[Dataset entries]
▼
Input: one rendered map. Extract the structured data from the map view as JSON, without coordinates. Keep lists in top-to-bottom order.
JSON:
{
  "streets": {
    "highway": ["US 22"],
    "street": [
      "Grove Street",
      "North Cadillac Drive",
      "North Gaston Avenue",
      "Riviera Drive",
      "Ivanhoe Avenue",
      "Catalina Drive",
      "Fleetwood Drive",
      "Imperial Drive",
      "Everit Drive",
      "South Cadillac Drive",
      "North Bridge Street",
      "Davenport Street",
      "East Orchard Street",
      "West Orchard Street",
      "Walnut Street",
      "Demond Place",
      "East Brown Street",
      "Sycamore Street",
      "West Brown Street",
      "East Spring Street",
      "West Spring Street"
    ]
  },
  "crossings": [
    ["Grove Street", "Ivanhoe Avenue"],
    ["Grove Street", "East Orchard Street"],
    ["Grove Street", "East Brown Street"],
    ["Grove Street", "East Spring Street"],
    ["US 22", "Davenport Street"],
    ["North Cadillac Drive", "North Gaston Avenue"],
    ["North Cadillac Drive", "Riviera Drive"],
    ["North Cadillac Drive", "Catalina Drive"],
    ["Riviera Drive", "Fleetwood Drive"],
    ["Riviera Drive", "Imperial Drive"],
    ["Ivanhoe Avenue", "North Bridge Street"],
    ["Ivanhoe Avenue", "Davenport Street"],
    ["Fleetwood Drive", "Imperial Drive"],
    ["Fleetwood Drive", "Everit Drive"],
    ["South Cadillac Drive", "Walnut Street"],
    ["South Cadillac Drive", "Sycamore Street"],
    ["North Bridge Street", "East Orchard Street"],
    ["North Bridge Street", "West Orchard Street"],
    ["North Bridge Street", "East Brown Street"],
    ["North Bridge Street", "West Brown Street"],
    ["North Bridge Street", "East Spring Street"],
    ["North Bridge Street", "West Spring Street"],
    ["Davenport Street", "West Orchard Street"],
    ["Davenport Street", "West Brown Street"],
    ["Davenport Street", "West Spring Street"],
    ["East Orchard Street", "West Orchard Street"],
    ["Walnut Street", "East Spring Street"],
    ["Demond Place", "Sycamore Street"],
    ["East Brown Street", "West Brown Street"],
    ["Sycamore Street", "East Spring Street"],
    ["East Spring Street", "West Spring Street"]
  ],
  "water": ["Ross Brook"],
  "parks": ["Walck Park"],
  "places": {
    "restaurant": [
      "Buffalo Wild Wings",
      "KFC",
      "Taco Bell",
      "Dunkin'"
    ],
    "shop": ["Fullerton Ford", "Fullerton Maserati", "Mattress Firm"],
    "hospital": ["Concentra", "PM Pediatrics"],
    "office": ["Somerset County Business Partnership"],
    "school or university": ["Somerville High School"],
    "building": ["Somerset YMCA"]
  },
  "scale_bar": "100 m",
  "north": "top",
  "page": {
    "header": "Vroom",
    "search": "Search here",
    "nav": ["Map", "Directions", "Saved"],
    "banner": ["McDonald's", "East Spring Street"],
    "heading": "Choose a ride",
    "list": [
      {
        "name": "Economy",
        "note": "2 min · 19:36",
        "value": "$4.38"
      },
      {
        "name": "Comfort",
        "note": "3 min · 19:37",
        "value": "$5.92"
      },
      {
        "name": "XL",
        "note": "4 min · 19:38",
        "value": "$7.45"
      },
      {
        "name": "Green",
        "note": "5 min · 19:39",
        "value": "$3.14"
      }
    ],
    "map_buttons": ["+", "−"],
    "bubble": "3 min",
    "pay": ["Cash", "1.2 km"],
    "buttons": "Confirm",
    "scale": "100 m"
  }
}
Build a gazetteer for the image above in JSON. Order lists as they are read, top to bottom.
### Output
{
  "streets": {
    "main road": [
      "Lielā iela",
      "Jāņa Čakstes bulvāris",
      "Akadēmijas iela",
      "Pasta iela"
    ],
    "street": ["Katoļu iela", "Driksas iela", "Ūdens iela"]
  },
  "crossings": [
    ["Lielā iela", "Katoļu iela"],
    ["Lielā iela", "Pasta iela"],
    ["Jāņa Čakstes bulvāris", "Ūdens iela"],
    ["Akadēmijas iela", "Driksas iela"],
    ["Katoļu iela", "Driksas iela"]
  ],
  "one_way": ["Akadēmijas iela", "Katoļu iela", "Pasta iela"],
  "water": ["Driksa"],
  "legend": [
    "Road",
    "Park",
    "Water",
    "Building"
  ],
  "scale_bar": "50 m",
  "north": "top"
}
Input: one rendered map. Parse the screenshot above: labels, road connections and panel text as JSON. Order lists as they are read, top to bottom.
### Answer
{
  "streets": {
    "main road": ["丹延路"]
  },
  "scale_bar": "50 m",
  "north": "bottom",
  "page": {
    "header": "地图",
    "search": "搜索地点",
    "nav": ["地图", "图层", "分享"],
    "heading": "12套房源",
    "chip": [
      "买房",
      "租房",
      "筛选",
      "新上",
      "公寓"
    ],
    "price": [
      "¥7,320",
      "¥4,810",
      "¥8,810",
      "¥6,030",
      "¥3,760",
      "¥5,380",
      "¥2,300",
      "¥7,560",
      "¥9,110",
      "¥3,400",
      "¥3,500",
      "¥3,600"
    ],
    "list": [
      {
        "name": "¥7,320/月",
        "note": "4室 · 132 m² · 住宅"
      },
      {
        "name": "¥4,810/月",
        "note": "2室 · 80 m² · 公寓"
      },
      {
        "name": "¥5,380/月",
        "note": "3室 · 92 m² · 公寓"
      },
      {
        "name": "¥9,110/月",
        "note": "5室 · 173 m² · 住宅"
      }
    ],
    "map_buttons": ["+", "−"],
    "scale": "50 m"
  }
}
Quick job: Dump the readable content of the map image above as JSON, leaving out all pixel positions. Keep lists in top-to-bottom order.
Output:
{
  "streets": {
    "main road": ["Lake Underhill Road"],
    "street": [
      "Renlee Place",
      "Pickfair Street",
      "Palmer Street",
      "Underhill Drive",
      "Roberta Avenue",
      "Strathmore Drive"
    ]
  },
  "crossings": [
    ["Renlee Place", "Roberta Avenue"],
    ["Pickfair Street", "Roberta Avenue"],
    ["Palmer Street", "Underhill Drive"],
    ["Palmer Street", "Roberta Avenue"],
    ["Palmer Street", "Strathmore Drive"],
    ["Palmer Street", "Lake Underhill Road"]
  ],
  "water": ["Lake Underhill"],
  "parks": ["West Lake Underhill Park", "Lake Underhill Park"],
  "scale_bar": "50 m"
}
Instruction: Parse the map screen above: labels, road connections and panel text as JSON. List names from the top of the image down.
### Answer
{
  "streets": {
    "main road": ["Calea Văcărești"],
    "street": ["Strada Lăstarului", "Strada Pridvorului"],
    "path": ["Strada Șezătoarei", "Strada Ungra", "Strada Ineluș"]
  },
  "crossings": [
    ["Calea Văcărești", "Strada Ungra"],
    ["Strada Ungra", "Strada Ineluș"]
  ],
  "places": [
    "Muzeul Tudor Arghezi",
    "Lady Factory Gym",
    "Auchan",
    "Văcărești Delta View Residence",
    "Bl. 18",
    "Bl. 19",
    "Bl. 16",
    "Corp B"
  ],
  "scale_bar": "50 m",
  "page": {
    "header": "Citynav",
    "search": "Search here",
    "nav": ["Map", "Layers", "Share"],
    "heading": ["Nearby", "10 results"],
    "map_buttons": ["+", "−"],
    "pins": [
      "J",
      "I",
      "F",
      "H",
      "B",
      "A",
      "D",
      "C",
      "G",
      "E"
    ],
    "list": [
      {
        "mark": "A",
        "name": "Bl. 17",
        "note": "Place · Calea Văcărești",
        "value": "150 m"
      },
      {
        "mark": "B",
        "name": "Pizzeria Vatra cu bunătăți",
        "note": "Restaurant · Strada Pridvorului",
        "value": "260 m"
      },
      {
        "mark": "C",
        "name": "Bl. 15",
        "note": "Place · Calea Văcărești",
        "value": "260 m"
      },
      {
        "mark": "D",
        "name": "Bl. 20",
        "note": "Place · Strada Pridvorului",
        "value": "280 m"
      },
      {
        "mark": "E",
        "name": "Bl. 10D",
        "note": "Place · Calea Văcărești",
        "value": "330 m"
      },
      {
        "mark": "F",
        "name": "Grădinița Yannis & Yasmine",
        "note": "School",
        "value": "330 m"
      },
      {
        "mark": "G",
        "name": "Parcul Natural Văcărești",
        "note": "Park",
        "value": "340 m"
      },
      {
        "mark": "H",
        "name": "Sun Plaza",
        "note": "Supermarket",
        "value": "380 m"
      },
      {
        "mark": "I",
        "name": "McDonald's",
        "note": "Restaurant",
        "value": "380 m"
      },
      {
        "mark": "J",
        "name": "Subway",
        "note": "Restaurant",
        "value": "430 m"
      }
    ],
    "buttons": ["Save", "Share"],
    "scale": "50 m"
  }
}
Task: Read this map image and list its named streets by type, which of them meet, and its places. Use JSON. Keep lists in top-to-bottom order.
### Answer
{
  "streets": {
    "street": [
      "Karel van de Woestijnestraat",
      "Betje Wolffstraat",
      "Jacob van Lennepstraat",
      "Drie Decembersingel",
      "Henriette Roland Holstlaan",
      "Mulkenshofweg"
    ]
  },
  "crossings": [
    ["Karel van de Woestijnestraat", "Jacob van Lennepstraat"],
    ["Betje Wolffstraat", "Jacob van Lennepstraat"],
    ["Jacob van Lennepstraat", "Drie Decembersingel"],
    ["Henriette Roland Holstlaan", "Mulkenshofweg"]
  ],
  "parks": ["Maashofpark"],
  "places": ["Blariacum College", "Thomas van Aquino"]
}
▲
Instructions for the task: Lines with "Lennepstraat" in the records above: copy every one of them.

Completed task:
      "Jacob van Lennepstraat",
    ["Karel van de Woestijnestraat", "Jacob van Lennepstraat"],
    ["Betje Wolffstraat", "Jacob van Lennepstraat"],
    ["Jacob van Lennepstraat", "Drie Decembersingel"],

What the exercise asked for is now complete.